Adjudication No. 1253 (September 2004)

The Press Council has upheld a complaint brought by Kingsley Wellington against The Sunday Mail, Adelaide, regarding an article headlined A 52 Kilometre Collision Course published in its 20 June edition.

The article in focussing on one of South Australia's most dangerous roads highlighted the death in 2001 of Michelle Hutchinson in a head-on collision. The article contained the following paragraph: 'She did nothing wrong - police say the other driver, who was also killed, was on the wrong side of the road when they collided at 3.45am on 13 March, 2001.'

The complainant, whose son was the driver of the other vehicle, objected to the words 'She did nothing wrong'; he construed it as meaning that the blame was being cast on his son. According to the complainant, the Major Crash Squad had stated that the cause of the accident would never be known.

In preparing the article, the newspaper had been told by police media liaison that the complainant's son was on the wrong side of the road when the accident occurred but that there were no skid marks and that the police would never know for sure what exactly had happened. In this light the categorical assertion that 'She did nothing wrong' clearly went beyond a mere reasonable inference.
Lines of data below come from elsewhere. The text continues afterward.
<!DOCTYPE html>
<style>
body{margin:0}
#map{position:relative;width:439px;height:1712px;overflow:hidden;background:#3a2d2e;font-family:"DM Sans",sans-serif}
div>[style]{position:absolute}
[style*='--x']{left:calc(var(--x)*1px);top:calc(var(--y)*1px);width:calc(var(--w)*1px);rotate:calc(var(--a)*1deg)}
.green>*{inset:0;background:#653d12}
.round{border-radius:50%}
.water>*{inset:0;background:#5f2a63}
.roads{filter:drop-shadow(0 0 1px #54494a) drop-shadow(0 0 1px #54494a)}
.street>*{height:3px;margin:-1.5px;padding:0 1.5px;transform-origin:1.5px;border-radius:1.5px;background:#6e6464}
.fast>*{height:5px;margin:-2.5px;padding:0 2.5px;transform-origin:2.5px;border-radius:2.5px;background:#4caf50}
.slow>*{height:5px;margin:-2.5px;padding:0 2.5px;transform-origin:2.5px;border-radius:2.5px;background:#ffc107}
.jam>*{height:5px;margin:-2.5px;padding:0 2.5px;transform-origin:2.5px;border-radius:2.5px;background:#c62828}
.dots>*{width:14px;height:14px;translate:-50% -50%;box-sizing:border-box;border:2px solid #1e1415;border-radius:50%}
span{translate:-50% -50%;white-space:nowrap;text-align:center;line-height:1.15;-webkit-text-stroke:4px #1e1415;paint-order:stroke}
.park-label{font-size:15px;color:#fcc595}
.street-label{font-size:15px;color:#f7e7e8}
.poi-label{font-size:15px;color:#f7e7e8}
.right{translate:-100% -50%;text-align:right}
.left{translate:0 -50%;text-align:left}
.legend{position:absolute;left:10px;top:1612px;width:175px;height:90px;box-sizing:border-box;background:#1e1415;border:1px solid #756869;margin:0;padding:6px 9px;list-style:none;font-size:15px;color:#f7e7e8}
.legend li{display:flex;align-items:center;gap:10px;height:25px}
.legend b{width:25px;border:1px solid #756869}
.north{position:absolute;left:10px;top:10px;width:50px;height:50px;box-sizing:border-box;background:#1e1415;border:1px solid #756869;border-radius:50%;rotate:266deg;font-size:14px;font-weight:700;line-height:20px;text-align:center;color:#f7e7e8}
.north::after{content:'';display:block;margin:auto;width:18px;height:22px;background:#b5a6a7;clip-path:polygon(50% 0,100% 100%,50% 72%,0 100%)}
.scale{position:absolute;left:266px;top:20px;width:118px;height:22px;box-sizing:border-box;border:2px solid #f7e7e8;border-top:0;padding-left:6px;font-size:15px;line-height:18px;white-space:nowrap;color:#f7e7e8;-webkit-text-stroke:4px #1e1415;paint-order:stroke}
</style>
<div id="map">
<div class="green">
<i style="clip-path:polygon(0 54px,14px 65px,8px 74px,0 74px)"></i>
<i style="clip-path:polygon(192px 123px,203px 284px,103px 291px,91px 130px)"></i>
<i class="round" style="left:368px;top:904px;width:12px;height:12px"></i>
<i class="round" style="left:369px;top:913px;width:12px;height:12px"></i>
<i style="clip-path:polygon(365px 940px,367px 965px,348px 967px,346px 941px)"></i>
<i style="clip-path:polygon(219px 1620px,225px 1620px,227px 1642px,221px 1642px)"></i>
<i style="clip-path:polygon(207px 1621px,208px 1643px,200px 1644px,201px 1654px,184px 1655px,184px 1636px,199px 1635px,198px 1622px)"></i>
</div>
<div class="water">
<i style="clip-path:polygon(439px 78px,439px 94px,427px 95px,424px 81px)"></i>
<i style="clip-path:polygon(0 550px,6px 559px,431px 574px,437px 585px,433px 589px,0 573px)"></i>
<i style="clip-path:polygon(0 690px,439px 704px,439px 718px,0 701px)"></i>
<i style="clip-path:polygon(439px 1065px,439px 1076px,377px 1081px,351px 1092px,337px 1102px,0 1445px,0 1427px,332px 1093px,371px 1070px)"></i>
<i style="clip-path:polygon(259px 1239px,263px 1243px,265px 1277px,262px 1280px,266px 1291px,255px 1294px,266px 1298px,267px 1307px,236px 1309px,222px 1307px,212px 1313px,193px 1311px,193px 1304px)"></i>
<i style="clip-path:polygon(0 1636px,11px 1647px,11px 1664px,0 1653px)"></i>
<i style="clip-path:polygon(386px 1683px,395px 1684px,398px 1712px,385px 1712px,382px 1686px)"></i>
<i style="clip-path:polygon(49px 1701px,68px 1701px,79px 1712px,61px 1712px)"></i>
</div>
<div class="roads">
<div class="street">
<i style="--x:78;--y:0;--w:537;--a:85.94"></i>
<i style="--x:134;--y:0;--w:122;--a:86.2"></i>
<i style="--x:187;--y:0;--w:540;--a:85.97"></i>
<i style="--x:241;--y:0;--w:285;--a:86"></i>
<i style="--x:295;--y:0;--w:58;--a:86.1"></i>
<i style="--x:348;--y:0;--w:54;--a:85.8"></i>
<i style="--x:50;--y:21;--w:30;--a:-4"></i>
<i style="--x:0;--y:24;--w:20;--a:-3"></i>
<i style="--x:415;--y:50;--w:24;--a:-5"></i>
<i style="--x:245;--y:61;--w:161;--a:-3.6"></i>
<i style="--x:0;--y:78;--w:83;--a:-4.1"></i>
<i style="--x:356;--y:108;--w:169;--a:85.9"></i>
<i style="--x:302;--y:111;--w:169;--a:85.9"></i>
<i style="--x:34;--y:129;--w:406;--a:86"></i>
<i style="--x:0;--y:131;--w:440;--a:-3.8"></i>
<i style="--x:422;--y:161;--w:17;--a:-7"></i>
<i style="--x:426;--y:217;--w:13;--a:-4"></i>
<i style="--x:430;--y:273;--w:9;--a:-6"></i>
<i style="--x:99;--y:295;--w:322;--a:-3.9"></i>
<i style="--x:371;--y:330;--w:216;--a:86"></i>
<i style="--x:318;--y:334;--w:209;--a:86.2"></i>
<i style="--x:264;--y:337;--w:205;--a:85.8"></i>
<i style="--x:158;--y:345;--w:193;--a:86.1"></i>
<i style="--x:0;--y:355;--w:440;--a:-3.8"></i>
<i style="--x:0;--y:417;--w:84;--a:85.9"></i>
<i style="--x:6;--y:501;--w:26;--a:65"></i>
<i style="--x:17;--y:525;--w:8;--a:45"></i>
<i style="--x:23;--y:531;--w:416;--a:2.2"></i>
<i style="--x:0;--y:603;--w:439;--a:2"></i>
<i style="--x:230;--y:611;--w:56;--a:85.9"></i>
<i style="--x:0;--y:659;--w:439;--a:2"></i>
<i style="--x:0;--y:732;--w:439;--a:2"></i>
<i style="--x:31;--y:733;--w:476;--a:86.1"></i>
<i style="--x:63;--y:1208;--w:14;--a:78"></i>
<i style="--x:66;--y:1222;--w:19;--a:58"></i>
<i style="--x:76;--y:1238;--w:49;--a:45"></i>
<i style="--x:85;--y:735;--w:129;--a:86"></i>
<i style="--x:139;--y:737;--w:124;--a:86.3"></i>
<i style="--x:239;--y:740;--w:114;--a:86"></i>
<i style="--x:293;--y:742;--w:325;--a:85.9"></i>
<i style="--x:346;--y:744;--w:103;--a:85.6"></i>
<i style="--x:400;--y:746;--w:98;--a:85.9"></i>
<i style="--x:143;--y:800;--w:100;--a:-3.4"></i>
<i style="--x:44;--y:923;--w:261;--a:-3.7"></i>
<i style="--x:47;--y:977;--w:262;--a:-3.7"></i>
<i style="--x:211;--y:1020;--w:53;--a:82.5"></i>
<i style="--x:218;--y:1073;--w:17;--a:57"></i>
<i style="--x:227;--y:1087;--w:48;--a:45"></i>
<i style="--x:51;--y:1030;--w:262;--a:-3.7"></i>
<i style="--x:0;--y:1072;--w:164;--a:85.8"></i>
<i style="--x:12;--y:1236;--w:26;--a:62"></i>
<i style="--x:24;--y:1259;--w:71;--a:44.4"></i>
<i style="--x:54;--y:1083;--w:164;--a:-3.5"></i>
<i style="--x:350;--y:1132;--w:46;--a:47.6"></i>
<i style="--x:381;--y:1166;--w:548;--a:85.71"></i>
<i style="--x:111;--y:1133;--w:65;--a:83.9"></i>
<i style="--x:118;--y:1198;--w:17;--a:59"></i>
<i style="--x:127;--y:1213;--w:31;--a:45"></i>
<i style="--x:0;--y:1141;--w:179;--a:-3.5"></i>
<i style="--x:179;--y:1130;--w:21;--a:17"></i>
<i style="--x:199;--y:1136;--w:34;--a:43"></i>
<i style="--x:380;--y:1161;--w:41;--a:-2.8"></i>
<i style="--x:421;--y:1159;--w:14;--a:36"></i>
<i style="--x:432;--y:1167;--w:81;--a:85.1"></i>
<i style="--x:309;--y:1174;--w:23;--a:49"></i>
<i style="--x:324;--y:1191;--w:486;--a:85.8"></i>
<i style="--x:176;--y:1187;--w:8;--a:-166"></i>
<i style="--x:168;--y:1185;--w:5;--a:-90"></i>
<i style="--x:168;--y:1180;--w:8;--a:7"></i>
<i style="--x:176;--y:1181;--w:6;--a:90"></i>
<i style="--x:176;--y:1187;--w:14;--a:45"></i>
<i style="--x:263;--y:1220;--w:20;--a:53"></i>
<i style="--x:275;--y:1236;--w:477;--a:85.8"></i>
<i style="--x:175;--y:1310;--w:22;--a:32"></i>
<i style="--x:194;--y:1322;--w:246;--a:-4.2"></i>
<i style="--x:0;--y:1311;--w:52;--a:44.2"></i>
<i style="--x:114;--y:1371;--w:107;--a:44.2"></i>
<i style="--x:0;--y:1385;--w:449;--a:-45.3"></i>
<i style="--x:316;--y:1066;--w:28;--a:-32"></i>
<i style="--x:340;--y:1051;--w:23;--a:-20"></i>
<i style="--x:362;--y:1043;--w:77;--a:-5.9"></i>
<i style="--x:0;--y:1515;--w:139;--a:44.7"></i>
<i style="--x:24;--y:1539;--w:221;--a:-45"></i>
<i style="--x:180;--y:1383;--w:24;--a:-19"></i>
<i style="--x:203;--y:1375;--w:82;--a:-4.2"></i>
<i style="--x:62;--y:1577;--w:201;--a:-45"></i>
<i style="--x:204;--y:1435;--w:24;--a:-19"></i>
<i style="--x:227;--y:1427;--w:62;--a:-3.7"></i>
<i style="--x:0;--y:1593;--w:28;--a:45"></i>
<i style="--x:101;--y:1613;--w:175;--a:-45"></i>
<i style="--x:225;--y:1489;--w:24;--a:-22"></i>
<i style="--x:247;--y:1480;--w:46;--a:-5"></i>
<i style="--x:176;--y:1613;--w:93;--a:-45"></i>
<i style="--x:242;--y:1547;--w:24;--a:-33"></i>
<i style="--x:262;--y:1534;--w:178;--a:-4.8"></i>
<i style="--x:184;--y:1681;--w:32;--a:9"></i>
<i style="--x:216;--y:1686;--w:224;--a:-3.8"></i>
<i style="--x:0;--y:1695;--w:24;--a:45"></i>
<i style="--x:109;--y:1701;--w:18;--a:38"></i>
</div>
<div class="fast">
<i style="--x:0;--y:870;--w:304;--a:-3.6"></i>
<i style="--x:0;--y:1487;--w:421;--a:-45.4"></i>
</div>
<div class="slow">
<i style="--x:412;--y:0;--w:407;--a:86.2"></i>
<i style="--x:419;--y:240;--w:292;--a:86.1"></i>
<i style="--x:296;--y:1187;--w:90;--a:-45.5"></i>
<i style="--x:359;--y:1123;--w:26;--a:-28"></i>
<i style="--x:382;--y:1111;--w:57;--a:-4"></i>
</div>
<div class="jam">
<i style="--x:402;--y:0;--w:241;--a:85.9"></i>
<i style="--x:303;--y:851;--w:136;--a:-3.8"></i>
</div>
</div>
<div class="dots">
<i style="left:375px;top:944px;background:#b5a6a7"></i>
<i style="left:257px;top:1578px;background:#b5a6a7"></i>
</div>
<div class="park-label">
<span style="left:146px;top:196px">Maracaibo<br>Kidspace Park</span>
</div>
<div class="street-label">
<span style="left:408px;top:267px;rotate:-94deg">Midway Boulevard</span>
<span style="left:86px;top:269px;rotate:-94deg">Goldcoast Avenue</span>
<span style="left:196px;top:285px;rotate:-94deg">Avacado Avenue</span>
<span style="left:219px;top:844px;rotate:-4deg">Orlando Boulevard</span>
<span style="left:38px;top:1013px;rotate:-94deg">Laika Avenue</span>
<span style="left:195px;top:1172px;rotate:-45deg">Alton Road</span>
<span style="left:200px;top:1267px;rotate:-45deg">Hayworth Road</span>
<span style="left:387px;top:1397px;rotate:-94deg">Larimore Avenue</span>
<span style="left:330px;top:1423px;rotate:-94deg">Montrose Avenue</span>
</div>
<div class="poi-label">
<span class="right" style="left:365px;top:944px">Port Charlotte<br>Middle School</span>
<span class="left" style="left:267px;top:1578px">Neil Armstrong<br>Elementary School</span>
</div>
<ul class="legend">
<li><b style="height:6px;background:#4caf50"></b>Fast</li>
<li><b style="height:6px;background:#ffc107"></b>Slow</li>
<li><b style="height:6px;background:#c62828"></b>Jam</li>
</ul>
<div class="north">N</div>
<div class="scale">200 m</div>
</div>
The newspaper conceded as much when it said to the Council that it 'should never have attached blame in the first place'.

The newspaper sought to handle the matter in a compassionate manner. However, a mediation effected by an internal ombudsman appointed by the newspaper failed to achieve a successful outcome because of disagreement over the contents of a proposed letter to the editor.

The Press Council is of the view that the newspaper's main preoccupation was its campaign for improvement to a stretch of a road on which many fatal accidents had occurred, and that the unequivocal assertion was not a deliberate act on its part. However that assertion should have been clarified.